▶ **Task instructions**: Restate word for word the lines of the data below, from the first through the one that has "height:3px; margin:-1.5px; padding:0".

START Data shown

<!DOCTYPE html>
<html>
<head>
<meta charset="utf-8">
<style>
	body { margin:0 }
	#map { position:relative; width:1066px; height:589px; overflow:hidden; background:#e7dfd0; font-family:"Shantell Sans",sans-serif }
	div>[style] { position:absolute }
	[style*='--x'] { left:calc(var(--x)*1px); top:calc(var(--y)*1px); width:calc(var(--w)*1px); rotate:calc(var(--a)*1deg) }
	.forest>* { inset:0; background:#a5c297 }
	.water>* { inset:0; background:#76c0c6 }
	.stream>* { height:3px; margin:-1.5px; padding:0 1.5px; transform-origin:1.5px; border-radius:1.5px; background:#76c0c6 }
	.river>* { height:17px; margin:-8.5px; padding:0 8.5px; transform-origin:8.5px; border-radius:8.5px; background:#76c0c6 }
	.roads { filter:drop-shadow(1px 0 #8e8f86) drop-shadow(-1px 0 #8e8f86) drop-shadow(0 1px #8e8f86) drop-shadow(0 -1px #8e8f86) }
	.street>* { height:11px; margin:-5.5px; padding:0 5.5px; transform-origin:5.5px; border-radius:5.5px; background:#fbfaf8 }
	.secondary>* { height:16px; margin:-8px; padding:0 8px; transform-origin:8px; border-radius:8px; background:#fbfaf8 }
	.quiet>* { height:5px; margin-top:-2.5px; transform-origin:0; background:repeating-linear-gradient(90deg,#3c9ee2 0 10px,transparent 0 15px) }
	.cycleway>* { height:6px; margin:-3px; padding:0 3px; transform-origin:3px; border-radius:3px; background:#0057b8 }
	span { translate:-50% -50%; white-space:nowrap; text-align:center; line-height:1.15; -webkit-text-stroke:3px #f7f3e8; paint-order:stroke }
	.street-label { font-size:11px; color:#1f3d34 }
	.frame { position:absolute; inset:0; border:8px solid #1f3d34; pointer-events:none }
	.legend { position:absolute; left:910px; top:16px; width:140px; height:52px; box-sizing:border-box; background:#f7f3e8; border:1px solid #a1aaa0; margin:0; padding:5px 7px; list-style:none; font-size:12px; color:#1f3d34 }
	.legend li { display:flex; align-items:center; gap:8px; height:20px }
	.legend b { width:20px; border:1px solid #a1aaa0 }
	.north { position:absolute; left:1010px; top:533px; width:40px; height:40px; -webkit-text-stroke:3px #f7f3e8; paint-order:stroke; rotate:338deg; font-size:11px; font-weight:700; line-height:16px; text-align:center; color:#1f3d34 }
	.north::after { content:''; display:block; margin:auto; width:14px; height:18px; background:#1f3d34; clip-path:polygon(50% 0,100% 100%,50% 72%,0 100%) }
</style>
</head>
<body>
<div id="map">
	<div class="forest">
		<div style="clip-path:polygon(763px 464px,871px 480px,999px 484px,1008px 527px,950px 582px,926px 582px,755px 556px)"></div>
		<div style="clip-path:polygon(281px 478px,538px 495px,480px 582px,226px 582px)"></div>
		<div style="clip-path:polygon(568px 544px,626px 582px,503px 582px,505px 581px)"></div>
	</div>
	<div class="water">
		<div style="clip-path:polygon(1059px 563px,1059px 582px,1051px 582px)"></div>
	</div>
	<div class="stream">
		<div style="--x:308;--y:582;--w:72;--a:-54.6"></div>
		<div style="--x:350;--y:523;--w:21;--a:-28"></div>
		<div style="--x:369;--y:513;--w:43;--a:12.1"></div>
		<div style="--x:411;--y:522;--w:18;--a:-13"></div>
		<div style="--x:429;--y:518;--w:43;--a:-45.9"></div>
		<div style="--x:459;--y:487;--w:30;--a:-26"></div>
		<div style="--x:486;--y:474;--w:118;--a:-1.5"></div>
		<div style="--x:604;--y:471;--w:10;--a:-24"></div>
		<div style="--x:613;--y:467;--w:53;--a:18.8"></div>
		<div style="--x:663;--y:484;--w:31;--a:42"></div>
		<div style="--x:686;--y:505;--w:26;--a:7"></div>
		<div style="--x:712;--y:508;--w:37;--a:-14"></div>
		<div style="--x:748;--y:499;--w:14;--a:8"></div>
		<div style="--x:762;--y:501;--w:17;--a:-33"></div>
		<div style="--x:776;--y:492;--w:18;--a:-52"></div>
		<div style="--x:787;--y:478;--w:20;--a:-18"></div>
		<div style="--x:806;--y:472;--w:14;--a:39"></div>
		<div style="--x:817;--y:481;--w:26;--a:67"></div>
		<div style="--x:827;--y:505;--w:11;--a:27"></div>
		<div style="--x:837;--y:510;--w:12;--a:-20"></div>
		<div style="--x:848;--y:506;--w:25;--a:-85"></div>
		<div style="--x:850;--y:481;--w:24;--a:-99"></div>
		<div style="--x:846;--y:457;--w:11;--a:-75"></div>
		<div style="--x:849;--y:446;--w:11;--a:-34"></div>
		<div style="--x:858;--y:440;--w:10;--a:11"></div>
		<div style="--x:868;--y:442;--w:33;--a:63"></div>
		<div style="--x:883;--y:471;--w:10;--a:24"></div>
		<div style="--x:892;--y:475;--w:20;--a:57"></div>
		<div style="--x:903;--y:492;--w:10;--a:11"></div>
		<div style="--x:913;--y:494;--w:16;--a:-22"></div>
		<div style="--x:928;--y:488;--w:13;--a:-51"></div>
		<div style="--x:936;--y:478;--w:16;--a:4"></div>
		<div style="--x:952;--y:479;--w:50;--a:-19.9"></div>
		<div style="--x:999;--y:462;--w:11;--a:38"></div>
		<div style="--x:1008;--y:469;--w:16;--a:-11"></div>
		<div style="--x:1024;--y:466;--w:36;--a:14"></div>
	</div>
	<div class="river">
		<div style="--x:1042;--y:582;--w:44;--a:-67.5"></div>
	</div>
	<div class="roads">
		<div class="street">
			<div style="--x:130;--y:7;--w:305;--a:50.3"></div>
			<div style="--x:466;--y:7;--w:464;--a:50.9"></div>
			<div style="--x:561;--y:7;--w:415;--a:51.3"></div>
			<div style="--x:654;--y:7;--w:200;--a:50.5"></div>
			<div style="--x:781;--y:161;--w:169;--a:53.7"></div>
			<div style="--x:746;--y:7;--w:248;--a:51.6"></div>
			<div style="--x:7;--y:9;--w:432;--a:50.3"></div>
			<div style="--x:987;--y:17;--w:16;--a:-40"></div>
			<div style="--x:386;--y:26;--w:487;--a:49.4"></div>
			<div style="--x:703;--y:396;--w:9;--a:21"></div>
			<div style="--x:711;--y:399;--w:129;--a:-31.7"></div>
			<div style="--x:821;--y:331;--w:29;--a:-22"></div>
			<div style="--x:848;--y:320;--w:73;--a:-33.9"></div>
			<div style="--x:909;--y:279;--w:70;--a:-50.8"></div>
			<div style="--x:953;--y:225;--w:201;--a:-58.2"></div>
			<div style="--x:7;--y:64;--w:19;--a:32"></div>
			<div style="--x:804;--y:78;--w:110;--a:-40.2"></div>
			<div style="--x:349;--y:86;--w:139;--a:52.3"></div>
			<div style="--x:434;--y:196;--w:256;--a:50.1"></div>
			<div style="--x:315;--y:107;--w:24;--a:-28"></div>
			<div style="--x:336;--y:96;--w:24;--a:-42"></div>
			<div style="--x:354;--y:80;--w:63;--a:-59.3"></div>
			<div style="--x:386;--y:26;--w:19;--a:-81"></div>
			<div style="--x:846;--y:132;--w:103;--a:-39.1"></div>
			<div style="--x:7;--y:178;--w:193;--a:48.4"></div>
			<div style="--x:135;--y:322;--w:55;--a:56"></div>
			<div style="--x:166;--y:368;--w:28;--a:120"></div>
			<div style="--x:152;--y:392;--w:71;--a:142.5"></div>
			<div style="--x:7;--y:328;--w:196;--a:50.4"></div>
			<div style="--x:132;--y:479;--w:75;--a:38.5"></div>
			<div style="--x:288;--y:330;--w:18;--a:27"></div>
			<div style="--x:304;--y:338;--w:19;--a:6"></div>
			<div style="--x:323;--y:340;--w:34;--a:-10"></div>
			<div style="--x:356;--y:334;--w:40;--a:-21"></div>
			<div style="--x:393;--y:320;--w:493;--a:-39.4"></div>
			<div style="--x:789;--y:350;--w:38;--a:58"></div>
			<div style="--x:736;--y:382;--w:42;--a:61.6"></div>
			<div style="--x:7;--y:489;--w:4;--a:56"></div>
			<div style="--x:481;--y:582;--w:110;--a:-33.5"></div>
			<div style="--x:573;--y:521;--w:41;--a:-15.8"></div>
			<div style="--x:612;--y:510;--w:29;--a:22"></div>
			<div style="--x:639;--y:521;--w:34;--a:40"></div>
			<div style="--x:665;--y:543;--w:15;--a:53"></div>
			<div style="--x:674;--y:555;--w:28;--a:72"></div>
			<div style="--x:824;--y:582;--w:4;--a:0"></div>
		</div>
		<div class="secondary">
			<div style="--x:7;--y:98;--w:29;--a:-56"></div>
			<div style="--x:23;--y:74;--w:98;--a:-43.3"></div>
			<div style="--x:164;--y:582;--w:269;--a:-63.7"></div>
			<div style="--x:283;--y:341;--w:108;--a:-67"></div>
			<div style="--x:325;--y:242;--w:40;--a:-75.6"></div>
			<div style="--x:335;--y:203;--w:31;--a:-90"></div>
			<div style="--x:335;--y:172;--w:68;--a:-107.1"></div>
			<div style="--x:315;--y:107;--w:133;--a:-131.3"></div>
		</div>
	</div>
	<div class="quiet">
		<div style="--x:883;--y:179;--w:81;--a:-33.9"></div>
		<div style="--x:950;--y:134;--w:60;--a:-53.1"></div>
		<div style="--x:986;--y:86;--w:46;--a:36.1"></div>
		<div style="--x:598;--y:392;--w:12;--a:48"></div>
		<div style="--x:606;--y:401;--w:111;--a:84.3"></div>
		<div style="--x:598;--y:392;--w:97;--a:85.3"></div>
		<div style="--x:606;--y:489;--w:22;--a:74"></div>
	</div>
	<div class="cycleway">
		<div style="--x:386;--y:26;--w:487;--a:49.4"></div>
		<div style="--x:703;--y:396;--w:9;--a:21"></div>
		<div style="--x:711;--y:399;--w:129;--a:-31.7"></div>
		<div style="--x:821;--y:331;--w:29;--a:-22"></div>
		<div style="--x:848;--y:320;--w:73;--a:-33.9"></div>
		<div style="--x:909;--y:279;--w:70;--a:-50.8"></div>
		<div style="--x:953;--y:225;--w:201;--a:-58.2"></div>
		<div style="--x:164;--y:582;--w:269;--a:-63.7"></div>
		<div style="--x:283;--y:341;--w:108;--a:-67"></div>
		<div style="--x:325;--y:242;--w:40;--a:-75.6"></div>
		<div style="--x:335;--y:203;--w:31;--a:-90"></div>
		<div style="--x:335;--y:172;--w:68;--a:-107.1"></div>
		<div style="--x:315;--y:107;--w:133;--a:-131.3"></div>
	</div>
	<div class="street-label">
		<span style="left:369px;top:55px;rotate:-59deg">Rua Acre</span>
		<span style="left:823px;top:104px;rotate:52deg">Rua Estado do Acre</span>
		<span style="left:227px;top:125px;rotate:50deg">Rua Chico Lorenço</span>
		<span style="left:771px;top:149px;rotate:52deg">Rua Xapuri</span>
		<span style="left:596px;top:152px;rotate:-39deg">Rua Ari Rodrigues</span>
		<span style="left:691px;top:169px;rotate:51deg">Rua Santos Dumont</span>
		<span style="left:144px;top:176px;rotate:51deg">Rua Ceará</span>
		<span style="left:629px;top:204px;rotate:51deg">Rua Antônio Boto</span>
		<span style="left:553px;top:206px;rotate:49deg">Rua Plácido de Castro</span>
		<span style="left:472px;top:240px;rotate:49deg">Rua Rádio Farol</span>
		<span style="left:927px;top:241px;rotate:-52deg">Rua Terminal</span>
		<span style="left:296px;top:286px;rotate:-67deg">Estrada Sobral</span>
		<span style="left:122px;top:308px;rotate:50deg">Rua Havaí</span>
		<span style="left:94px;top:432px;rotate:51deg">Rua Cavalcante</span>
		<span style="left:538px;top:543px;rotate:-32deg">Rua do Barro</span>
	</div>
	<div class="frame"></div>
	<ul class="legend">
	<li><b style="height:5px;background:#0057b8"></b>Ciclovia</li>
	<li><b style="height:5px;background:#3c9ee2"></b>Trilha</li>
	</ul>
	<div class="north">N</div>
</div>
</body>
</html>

END Data shown

▶ **Finished exercise**:
<!DOCTYPE html>
<html>
<head>
<meta charset="utf-8">
<style>
	body { margin:0 }
	#map { position:relative; width:1066px; height:589px; overflow:hidden; background:#e7dfd0; font-family:"Shantell Sans",sans-serif }
	div>[style] { position:absolute }
	[style*='--x'] { left:calc(var(--x)*1px); top:calc(var(--y)*1px); width:calc(var(--w)*1px); rotate:calc(var(--a)*1deg) }
	.forest>* { inset:0; background:#a5c297 }
	.water>* { inset:0; background:#76c0c6 }
	.stream>* { height:3px; margin:-1.5px; padding:0 1.5px; transform-origin:1.5px; border-radius:1.5px; background:#76c0c6 }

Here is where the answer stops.